By Pauline Kithinji.

One of the tactics my dad used to make me take my studies seriously was to threaten to enrol me for a P1 (Primary Teacher Education Certificate) if I failed my national examinations. It worked.
It’s just a certificate, let alone a diploma. And I dreaded the mere thought of being a teacher. Teaching seemed monotonously boring and un-ambitious.
But now I look back and think of the resilience it must have taken my pre-school teacher to get me and some other ten or thereabout toddlers to write the alphabet apart from just singing it. How shrewd she must have been to have our attention. The zeal to have us all eat our lunch.
The heart she must have possessed to sometimes clean us up when our slow learning bladders lost their control. The difficulty she must have faced to get us all to sleep in the afternoons, something we would be so grateful for now.

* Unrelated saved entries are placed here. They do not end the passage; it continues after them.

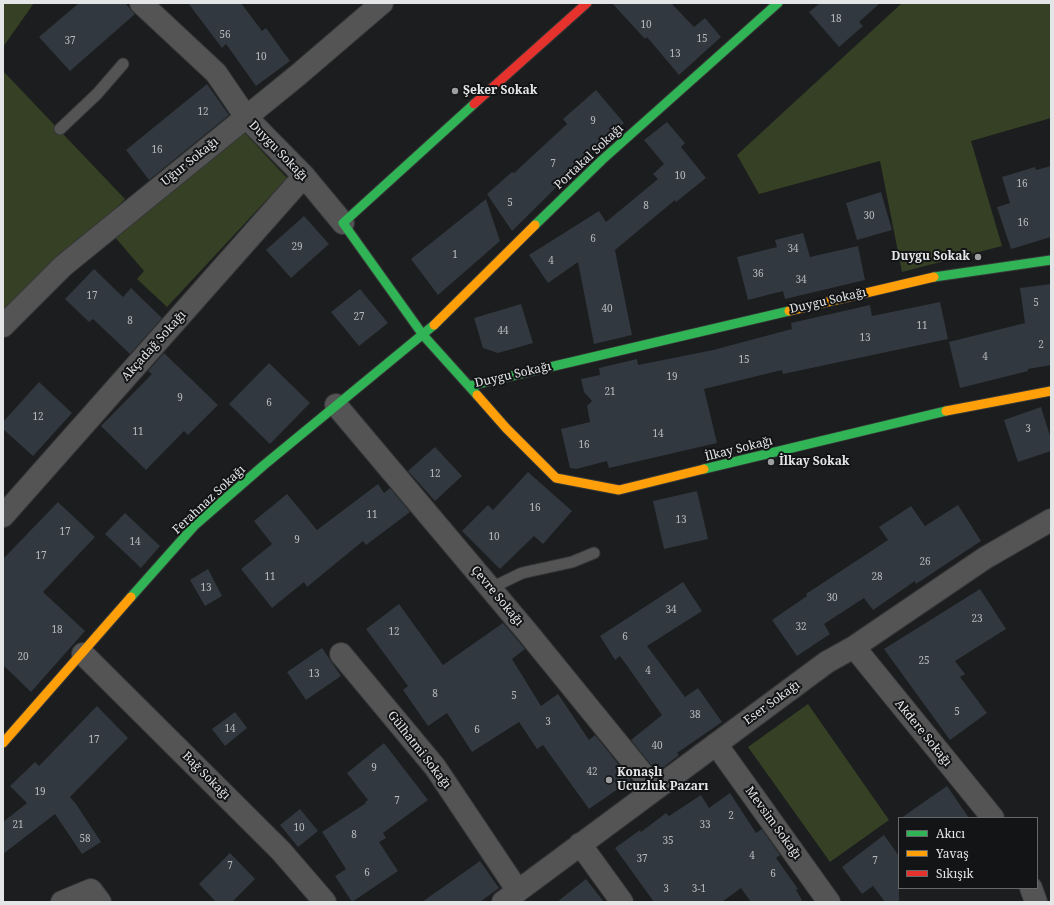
<!DOCTYPE html>
<meta charset="utf-8">
<style>
body{margin:0}
#map{position:relative;width:1054px;height:905px;overflow:hidden;background:#1c1d1e;font-family:"Noto Serif",serif}
canvas{display:block}
.frame{position:absolute;inset:0;border:4px solid #e4e5e7;pointer-events:none}
.legend{position:absolute;left:898px;top:817px;width:140px;height:72px;box-sizing:border-box;background:#121416;border:1px solid #66686a;margin:0;padding:5px 7px;list-style:none;font-size:12px;color:#e4e5e7}
.legend li{display:flex;align-items:center;gap:8px;height:20px}
.legend b{width:20px;border:1px solid #66686a}
</style>
<div id="map">
<canvas width="1054" height="905"></canvas>
<div class="frame"></div>
<ul class="legend">
<li><b style="height:5px;background:#30b455"></b>Akıcı</li>
<li><b style="height:5px;background:#ff9f0a"></b>Yavaş</li>
<li><b style="height:5px;background:#e5322d"></b>Sıkışık</li>
</ul>
</div>
<script>
const context = document.querySelector('canvas').getContext('2d');
context.lineJoin = 'round';
function paint(path, color) {
  context.fillStyle = color;
  context.fill(path, 'evenodd');
}
function poly(rows) {
  const path = new Path2D();
  for (const r of rows) {
    path.moveTo(r[0], r[1]);
    for (let i = 2; i < r.length; i += 2) path.lineTo(r[i], r[i + 1]);
  }
  return path;
}
function trace(path, color, width, dash) {
  context.strokeStyle = color;
  context.lineWidth = width;
  context.lineCap = dash ? 'butt' : 'round';
  context.setLineDash(dash || []);
  context.stroke(path);
}
function write(font, color, halo, rows, align = 'center') {
  context.font = font + ' "Noto Serif",serif';
  context.lineWidth = 4;
  context.setLineDash([]);
  context.textBaseline = 'middle';
  context.strokeStyle = halo;
  context.fillStyle = color;
  for (const [text, x, y, turn = 0] of rows) {
    context.save();
    context.translate(x, y);
    context.rotate((+turn || 0) * Math.PI / 180);
    context.textAlign = isNaN(turn) ? turn : align;
    if (halo) context.strokeText(text, 0, 0);
    context.fillText(text, 0, 0);
    context.restore();
  }
}
const green = poly([
 [3,3,34,3,3,47],
 [902,3,1051,3,1051,118,971,141,1002,246,902,272,880,161,759,194,737,155],
 [3,71,125,199,69,255,3,328],
 [243,131,287,178,167,307,137,279,144,271,114,236],
 [808,704,889,820,830,862,748,747]
]);
const building = poly([
 [79,3,125,3,135,14,70,71,39,37],
 [188,3,241,3,262,31,266,28,290,61,256,86,226,44,222,48],
 [612,3,671,3,694,27,705,18,721,37,679,75,647,37,645,39],
 [820,3,880,3,859,22,863,26,839,47,809,12],
 [207,84,229,115,149,180,126,150],
 [596,90,624,123,584,157,586,158,512,231,487,194,512,172,514,173,567,124,563,119],
 [667,122,685,143,681,147,706,178,676,202,675,200,615,250,632,335,594,344,578,262,548,283,529,255,599,211,606,222,658,179,653,174,664,164,644,140],
 [1051,166,1051,237,1011,249,997,207,1010,203,1002,177,1035,167,1036,170],
 [881,192,892,230,857,240,846,203],
 [486,199,500,241,438,295,411,259],
 [304,216,329,244,291,278,266,250],
 [803,233,810,257,858,246,865,280,785,299,783,291,748,300,737,257,777,247,775,240],
 [94,269,123,297,131,288,162,318,130,354,93,319,89,322,65,299],
 [1051,284,1051,365,1028,369,1028,371,960,388,949,342,1025,323,1020,288],
 [360,289,388,323,359,346,331,312],
 [940,302,948,339,783,374,782,370,704,389,717,443,609,468,607,461,576,469,570,468,561,429,590,422,587,406,592,401,584,392,581,379,600,375,599,368,637,359,638,365,713,350,792,329,791,323,870,305,872,316],
 [521,304,533,343,498,353,483,348,474,318],
 [164,353,218,405,188,435,184,431,146,470,101,426,152,374,148,371],
 [269,363,310,403,270,444,229,404],
 [39,382,72,413,33,456,3,429,3,422],
 [1041,407,1051,439,1051,451,1018,462,1004,420],
 [435,447,462,476,435,501,408,471],
 [528,472,572,511,543,544,534,536,500,569,462,531,488,505,493,510],
 [378,484,384,493,390,488,410,512,366,545,363,541,307,587,304,582,272,608,241,569,272,544,254,521,287,494,317,530],
 [697,491,708,539,664,549,653,501],
 [58,502,95,537,43,592,85,631,31,692,3,665,3,559],
 [958,505,981,541,916,584,915,581,873,610,864,598,824,624,830,634,797,656,772,620,807,596,806,594,888,540,879,527,911,506,925,526],
 [125,513,160,546,141,568,105,534],
 [208,569,222,596,205,606,190,580],
 [683,582,702,611,647,646,685,697,698,688,722,722,677,753,679,755,661,769,656,763,652,766,631,740,662,715,620,656,615,660,600,636],
 [980,589,1006,629,955,661,965,674,960,677,987,713,950,740,884,649],
 [399,604,443,665,503,623,525,649,512,659,541,706,558,694,589,740,595,735,631,780,589,809,543,745,537,749,519,722,472,752,447,713,428,726,403,690,408,686,366,629],
 [322,648,341,676,306,700,287,672],
 [97,706,128,738,70,797,76,804,101,842,82,854,55,814,3,854,3,822,27,803,10,786,35,762,39,766],
 [235,712,247,728,225,746,212,729],
 [384,743,428,800,383,833,386,838,379,842,398,871,352,902,335,876,346,869,322,832,366,803,365,802,368,800,347,773],
 [947,786,969,818,901,818],
 [730,793,756,833,762,829,780,855,776,858,798,889,796,890,803,902,751,902,741,888,722,902,654,902,615,848,640,830,641,832,666,813,669,816,701,795,709,808],
 [300,809,318,831,298,847,280,825],
 [884,835,899,856,899,902,885,902,873,886,862,894,842,867],
 [230,853,255,879,232,902,216,902,199,884],
 [480,861,499,888,480,902,422,902],
 [586,879,604,902,557,902]
]);
const lane = poly([
 [60,129,97,94,123,64],
 [491,588,522,573,572,562,594,553]
]);
const street = poly([
 [141,3,216,73,246,117,304,176,343,223],
 [3,326,63,266,298,75,382,3],
 [336,405,528,633,655,789],
 [3,516,304,176],
 [854,647,993,818],
 [83,654,281,851,325,902],
 [341,654,435,767,518,891],
 [716,744,829,902],
 [580,844,622,902],
 [1031,888,1036,902],
 [62,902,91,890,100,902],
 [503,902,827,662,854,647,985,558,1051,520]
]);
const fast = poly([
 [474,104,343,223,423,335,477,395],
 [535,225,602,160,778,3],
 [934,277,1051,260],
 [469,386,789,311],
 [704,469,946,411],
 [131,597,195,525,264,465,434,325]
]);
const slow = poly([
 [789,311,934,277],
 [434,325,535,225],
 [477,395,506,428,556,478,619,490,704,469],
 [946,411,1051,391],
 [3,743,131,597]
]);
const jam = poly([
 [474,104,587,3]
]);
const markers = [
 [455,91,4,"#9e9fa1"],
 [978,257,4,"#9e9fa1"],
 [771,462,4,"#9e9fa1"],
 [609,780,4,"#9e9fa1"]
];
const numberNames = [
 ["18",836,19],
 ["10",646,25],
 ["56",225,35],
 ["15",702,39],
 ["37",70,41],
 ["13",675,54],
 ["10",261,57],
 ["12",203,112],
 ["9",593,121],
 ["16",157,150],
 ["7",553,164],
 ["10",680,176],
 ["16",1022,184],
 ["5",510,203],
 ["8",646,206],
 ["30",869,216],
 ["16",1023,223],
 ["6",593,239],
 ["29",297,247],
 ["34",793,249],
 ["1",455,255],
 ["4",551,261],
 ["36",758,274],
 ["34",801,280],
 ["17",92,296],
 ["5",1036,303],
 ["40",607,309],
 ["27",359,317],
 ["8",130,321],
 ["11",922,326],
 ["44",503,331],
 ["13",865,338],
 ["2",1041,345],
 ["4",985,357],
 ["15",744,360],
 ["19",672,377],
 ["21",610,392],
 ["9",180,398],
 ["6",269,403],
 ["12",38,417],
 ["3",1028,429],
 ["11",138,432],
 ["14",658,434],
 ["16",584,445],
 ["12",435,474],
 ["16",535,508],
 ["11",372,515],
 ["13",681,520],
 ["17",65,532],
 ["10",494,537],
 ["9",297,540],
 ["14",135,542],
 ["17",41,556],
 ["26",925,562],
 ["11",270,577],
 ["28",877,577],
 ["13",206,588],
 ["30",832,598],
 ["34",671,610],
 ["23",977,619],
 ["32",801,627],
 ["18",57,630],
 ["12",394,632],
 ["6",625,637],
 ["20",23,657],
 ["25",924,661],
 ["4",648,671],
 ["13",314,674],
 ["8",435,694],
 ["5",514,696],
 ["5",957,712],
 ["38",695,715],
 ["3",548,722],
 ["14",230,729],
 ["6",477,730],
 ["17",94,740],
 ["40",657,746],
 ["9",374,768],
 ["42",592,772],
 ["19",40,792],
 ["7",397,801],
 ["2",731,816],
 ["21",18,825],
 ["33",705,825],
 ["10",299,828],
 ["8",354,835],
 ["58",85,839],
 ["35",668,841],
 ["4",752,856],
 ["37",642,859],
 ["7",875,861],
 ["7",230,866],
 ["6",367,873],
 ["6",773,874],
 ["3",666,889],
 ["3-1",699,889]
];
const poiNames = [
 ["Şeker Sokak",463,91],
 ["Duygu Sokak",970,257,"right"],
 ["İlkay Sokak",779,462],
 ["Konaşlı",617,773],
 ["Ucuzluk Pazarı",617,787]
];
const streetNames = [
 ["Duygu Sokağı",278,151,46],
 ["Portakal Sokağı",589,157,-43],
 ["Uğur Sokağı",190,162,-39],
 ["Duygu Sokağı",828,301,-13],
 ["Akçadağ Sokağı",154,346,-48],
 ["Duygu Sokağı",513,375,-13],
 ["İlkay Sokağı",739,449,-14],
 ["Ferahnaz Sokağı",209,500,-43],
 ["Çevre Sokağı",497,596,50],
 ["Eser Sokağı",772,703,-36],
 ["Akdere Sokağı",923,733,51],
 ["Gülhatmi Sokağı",419,750,52],
 ["Bağ Sokağı",206,776,45],
 ["Mevsim Sokağı",773,823,54]
];
paint(green, '#354025');
paint(building, '#31383f');
trace(lane, '#363738', 13);
trace(street, '#363738', 24);
trace(fast, '#363738', 11);
trace(slow, '#363738', 11);
trace(jam, '#363738', 11);
trace(lane, '#545455', 11);
trace(street, '#545455', 22);
trace(fast, '#30b455', 9);
trace(slow, '#ff9f0a', 9);
trace(jam, '#e5322d', 9);
for (const [x, y, r, color] of markers) {
  const dot = new Path2D();
  dot.arc(x, y, r, 0, 2 * Math.PI);
  context.fillStyle = color;
  context.fill(dot);
  trace(dot, '#121416', 1.5);
}
write('10px', '#b7babd', null, numberNames);
write('bold 12px', '#e4e5e7', '#121416', poiNames, 'left');
write('12px', '#e4e5e7', '#121416', streetNames);
</script>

Or my class eight English teacher, whom I still speak to. The tolerance it must have taken to read all those too cliché and grammatically eroded compositions.
The patience he must have had to make it get to our heads that we travel by bus and on foot and that we say my name is, not my names are, which we still struggle with to date.
The Maths teacher must have found it harder than everyone else. The ability to still teach a subject he knew most hated. How persuasive he ought to have been to get some of us to like the subject, forget about the methods used. The skills it must have required him to get us to master the millions of mathematical formulas.
How about the teachers with mother tongue influence in their speech? How confident they should have been to still teach knowing that we were secretly laughing and making fun behind their backs.
More reverently I think of Michael Wamaya, one of the 2017 top ten finalists for The Varkey Foundation Global Teacher Awards. A high school drop out with a rewarding job among the many jobless graduates. He could easily have chosen to teach rich kids ballet, for after all aren’t they the ones that the dance is meant for. But he insists on sticking to kids from Mathare and Kibera. The impact he must have on those kids. For once they have something to boast of to their rich counterparts. The pride they must now have for the ability to do what they have only seen on telly.
And so now I wonder why teaching is highly discriminated when it is a profession of such great virtues. Why it is only in China that teachers are seen to have equal status with doctors, according to The Varkey Foundation Global Teacher Status Index. Because I can now only wish that I had the audacity to be a teacher.

Pauline Kithinji, a fourth year communication student at Daystar University.